Updated December 3, 2024 - 11:42 am

Clark County School Board Trustee Lola Brooks has resigned from her position a month short of the end of her final term on the board.

“It’s been an honor to serve the public, and I feel my service really helped the board focus on student outcomes. I hope the new version of the board is able to continue this trend,” Brooks wrote in a message to the Las Vegas Review-Journal. “I also hope the current board recognizes they shouldn’t be making significant decisions this close to the end of a majority of the board’s term.”

She said her departure, which went into effect on Thanksgiving Day, relates to personal challenges, and that she has decided to move out of state.

Brooks was elected in 2016 to represent District E, which includes Summerlin and parts of northwest Las Vegas, but had not sought re-election this year.

Lorena Biassotti was elected in November, and will take the seat in January.

Brooks is not the only School Board trustee not to seek re-election who stepped away from the board. Trustee Katie Williams resigned in September after the district attorney’s office filed a petition to declare her position vacant due to her no longer living in Nevada.

Clark County Education Association Executive Director John Vellardita said Williams’ departure was a reason for Brooks’ resignation.

“This essentially is the action of a defeated trustee.
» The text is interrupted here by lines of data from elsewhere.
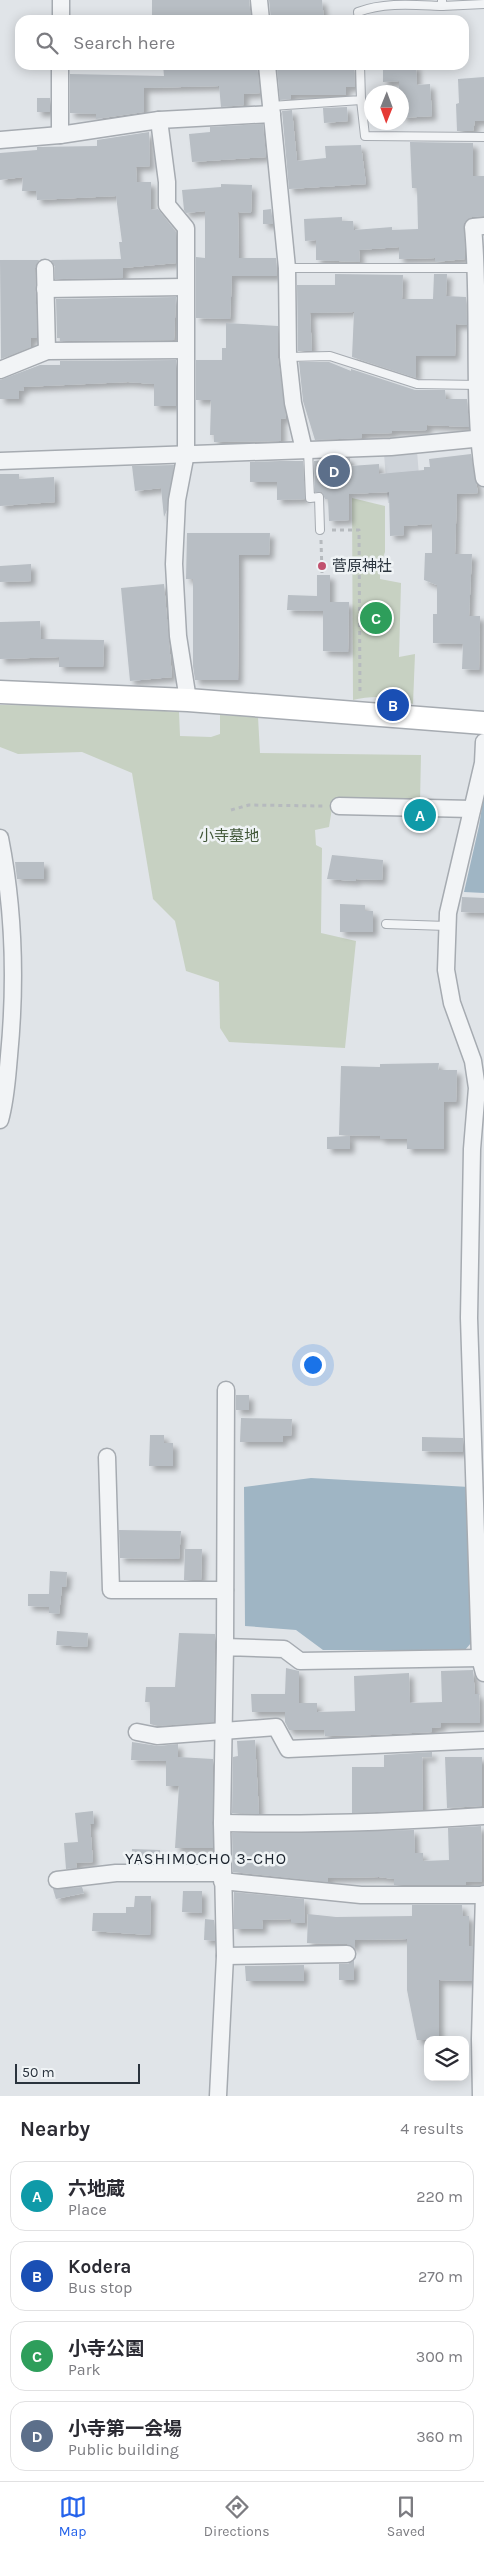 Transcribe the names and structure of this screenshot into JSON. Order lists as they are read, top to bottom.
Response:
{
  "districts": ["YASHIMOCHO 3-CHO"],
  "parks": ["小寺墓地"],
  "places": ["菅原神社"],
  "scale_bar": "50 m",
  "north": "bottom",
  "page": {
    "search": "Search here",
    "pins": [
      "D",
      "C",
      "B",
      "A"
    ],
    "scale": "50 m",
    "heading": ["Nearby", "4 results"],
    "list": [
      {
        "mark": "A",
        "name": "六地蔵",
        "note": "Place",
        "value": "220 m"
      },
      {
        "mark": "B",
        "name": "Kodera",
        "note": "Bus stop",
        "value": "270 m"
      },
      {
        "mark": "C",
        "name": "小寺公園",
        "note": "Park",
        "value": "300 m"
      },
      {
        "mark": "D",
        "name": "小寺第一会場",
        "note": "Public building",
        "value": "360 m"
      }
    ],
    "nav": ["Map", "Directions", "Saved"]
  }
} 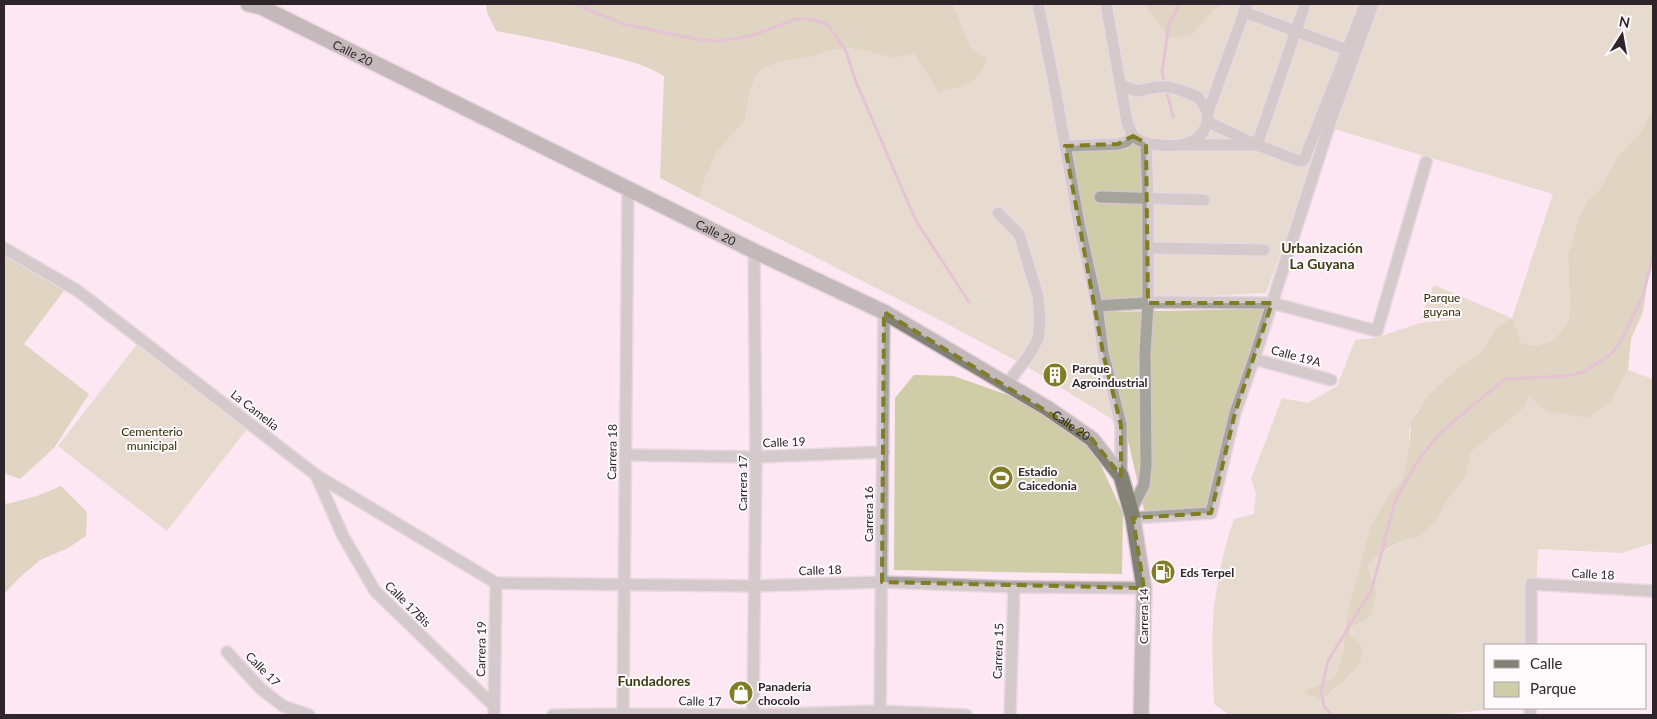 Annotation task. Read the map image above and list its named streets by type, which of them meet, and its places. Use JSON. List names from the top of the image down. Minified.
{"streets":{"main road":["Calle 20","Carrera 14"],"street":["Calle 19A","La Camelia","Calle 19","Carrera 18","Carrera 17","Carrera 16","Calle 18","Calle 17Bis","Carrera 19","Carrera 15","Calle 17"]},"crossings":[["Calle 20","Carrera 18"],["Calle 20","Carrera 17"],["Calle 20","Carrera 16"],["Calle 20","Carrera 14"],["La Camelia","Calle 18"],["La Camelia","Calle 17Bis"],["La Camelia","Carrera 19"],["Calle 19","Carrera 18"],["Calle 19","Carrera 17"],["Calle 19","Carrera 16"],["Carrera 18","Calle 18"],["Carrera 18","Calle 17"],["Carrera 17","Calle 18"],["Carrera 17","Calle 17"],["Carrera 16","Calle 18"],["Carrera 16","Calle 17"],["Calle 18","Carrera 14"],["Calle 18","Carrera 19"],["Calle 18","Carrera 15"],["Calle 17Bis","Carrera 19"]],"districts":["Urbanización La Guyana","Fundadores"],"parks":["Parque guyana","Cementerio municipal"],"places":{"building":["Parque Agroindustrial"],"sports":["Estadio Caicedonia"],"fuel station":["Eds Terpel"],"shop":["Panaderia chocolo"]},"legend":["Calle","Parque"],"north":"top"} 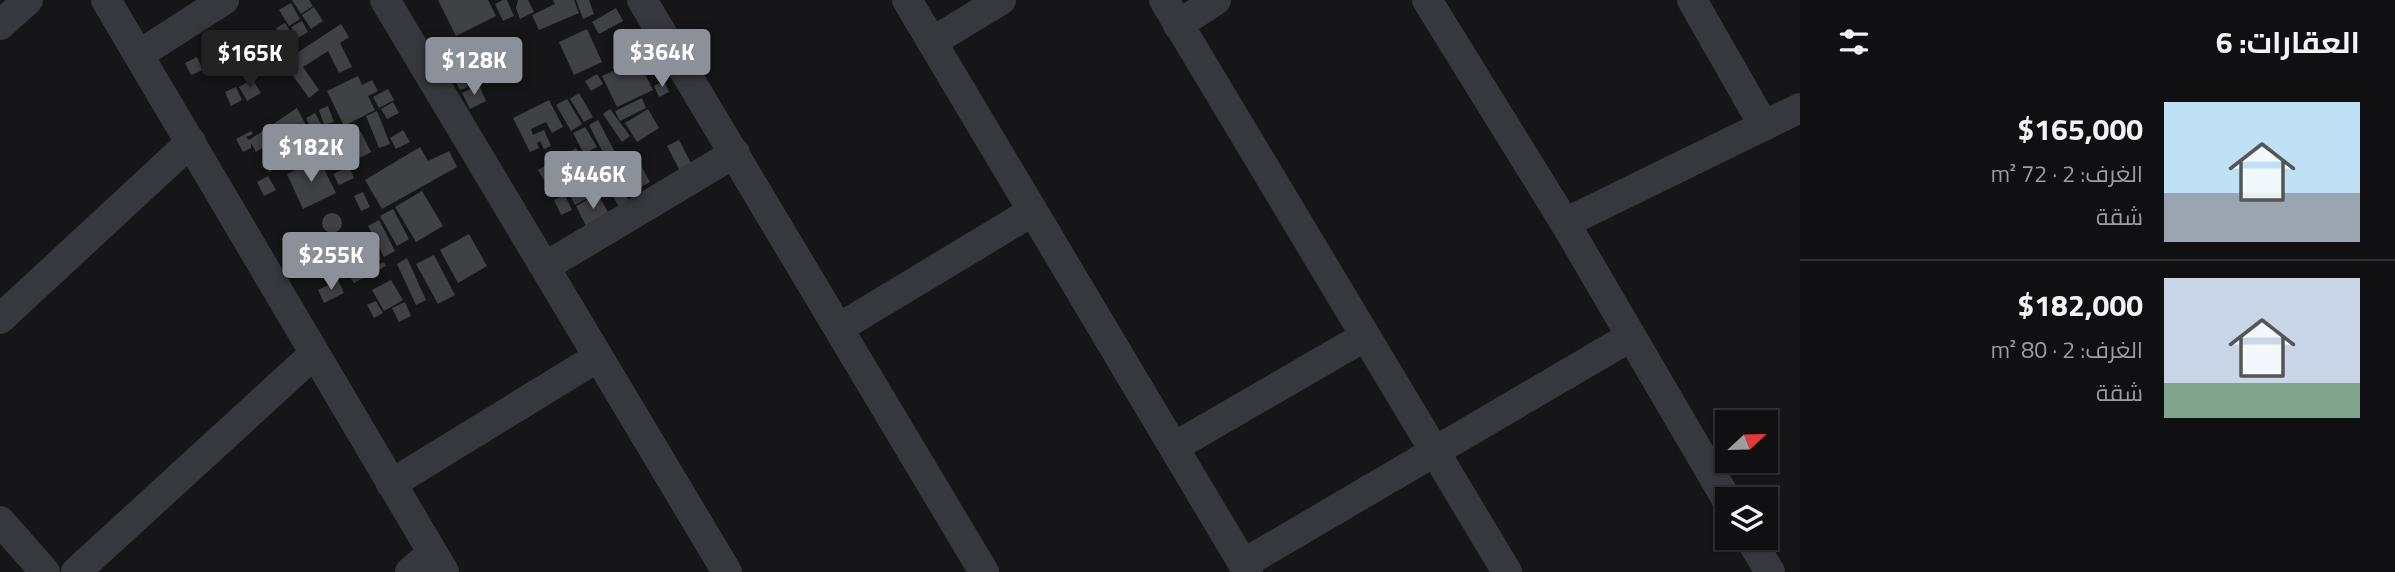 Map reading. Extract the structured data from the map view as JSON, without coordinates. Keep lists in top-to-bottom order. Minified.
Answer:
{"north":"right","page":{"heading":"العقارات: 6","price":["$364K","$165K","$128K","$182K","$446K","$255K"],"list":[{"name":"$165,000","note":"الغرف: 2 · 72 m² · شقة"},{"name":"$182,000","note":"الغرف: 2 · 80 m² · شقة"}]}}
She has lost control of the majority support on that board, and doesn’t like the decisions that have been made recently,” he said. “So she’s picking up her marbles and going home because she can’t get her way.”

Williams and Brooks were part of a four-trustee-majority voting bloc during their tenure together on the board, which led to several 3-3 tie votes after Williams’ resignation.

The board appointed Nakia Jackson-Hale on Oct. 30 to fill the remainder of Williams’ term. Lydia Dominguez was elected in November and will take the seat in January.

Brooks has faced pushback from the union and some community members for her votes and comments during meetings.

Most recently, amid the Clark County School District’s budget issues, Brooks defended the administrators and said they were “catching a lot of heat.”

Amid the deficit, Brooks voted to approve a $50,000 audit from the Council of the Great City Schools, an outside group that has conducted reviews of other large school districts in the past. The motion failed in a tie vote in an Oct. 10 meeting.

Brooks’ decision comes with just two more board meetings left in her tenure: a Wednesday work session and Dec. 12 meeting, where the district will present its amended budget to the board.

In a statement Tuesday morning, Trustee President Evelyn Garcia Morales thanked Brooks for her service and said the board “will decide its next steps in line with its policies”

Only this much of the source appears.